• [The problem]:
Tell how many lines contain the string "building" in the material underneath; the reply is that number and no more.

····················

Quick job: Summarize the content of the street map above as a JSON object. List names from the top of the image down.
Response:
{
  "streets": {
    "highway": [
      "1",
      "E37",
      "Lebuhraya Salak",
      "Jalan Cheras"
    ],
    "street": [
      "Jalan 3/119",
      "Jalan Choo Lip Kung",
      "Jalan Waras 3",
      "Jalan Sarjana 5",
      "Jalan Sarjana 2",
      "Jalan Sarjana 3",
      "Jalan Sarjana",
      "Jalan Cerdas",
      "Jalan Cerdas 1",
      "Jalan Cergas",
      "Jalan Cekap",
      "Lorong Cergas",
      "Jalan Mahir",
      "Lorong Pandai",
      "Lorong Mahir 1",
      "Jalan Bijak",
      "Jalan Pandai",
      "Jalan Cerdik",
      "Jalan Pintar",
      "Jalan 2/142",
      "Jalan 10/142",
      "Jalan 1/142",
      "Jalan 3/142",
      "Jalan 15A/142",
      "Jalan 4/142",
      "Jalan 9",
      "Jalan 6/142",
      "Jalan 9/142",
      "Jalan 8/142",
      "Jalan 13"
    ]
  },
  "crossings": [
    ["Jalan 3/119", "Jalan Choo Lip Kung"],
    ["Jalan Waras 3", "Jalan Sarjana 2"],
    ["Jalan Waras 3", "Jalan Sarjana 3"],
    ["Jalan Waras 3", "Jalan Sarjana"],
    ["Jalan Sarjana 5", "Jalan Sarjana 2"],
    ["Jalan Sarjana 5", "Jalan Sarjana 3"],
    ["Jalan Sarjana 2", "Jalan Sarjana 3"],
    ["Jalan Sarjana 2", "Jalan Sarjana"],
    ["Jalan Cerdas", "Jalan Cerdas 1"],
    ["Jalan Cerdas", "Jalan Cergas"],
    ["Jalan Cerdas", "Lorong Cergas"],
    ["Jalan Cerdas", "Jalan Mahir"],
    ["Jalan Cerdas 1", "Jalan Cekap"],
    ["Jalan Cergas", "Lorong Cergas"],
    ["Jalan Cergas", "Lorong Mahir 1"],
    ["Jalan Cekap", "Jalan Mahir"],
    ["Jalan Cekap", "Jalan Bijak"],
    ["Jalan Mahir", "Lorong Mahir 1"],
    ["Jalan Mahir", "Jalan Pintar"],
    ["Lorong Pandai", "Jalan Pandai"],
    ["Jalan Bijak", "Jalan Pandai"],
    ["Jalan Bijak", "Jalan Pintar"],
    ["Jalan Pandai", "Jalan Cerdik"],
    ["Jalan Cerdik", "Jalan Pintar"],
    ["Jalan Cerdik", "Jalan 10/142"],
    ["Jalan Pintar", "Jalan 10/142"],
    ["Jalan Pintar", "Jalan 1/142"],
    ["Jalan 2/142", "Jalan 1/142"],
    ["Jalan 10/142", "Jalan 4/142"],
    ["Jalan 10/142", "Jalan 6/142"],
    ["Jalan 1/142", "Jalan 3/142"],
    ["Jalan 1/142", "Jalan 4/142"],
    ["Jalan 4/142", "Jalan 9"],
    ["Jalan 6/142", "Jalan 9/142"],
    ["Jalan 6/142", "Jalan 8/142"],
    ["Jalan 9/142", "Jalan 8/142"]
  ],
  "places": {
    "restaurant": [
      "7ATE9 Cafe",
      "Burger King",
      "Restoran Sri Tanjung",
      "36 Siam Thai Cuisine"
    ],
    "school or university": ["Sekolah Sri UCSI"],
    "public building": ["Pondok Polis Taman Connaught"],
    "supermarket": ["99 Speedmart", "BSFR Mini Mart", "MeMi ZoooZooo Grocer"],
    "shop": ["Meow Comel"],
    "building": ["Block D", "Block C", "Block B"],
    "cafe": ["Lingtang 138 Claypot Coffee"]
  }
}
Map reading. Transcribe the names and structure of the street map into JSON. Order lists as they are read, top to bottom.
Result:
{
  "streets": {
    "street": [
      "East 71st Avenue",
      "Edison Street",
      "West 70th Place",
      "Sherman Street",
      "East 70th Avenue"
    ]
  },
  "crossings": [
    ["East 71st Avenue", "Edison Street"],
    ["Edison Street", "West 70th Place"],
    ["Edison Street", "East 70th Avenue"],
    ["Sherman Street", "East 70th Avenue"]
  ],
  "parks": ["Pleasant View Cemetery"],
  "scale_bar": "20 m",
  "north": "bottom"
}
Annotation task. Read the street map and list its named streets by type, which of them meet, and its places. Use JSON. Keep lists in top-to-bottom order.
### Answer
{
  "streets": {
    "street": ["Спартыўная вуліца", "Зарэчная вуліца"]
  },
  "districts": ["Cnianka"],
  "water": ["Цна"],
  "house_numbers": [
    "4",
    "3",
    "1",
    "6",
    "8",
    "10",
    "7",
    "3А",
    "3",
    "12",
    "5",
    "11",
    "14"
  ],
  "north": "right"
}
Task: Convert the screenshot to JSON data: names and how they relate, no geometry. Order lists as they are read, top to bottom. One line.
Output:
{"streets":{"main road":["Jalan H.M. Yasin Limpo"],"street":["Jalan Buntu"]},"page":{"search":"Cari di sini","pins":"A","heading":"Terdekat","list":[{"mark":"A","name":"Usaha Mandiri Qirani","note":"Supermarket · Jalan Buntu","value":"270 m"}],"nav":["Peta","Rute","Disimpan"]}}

····················

• [Answer to this task]:
2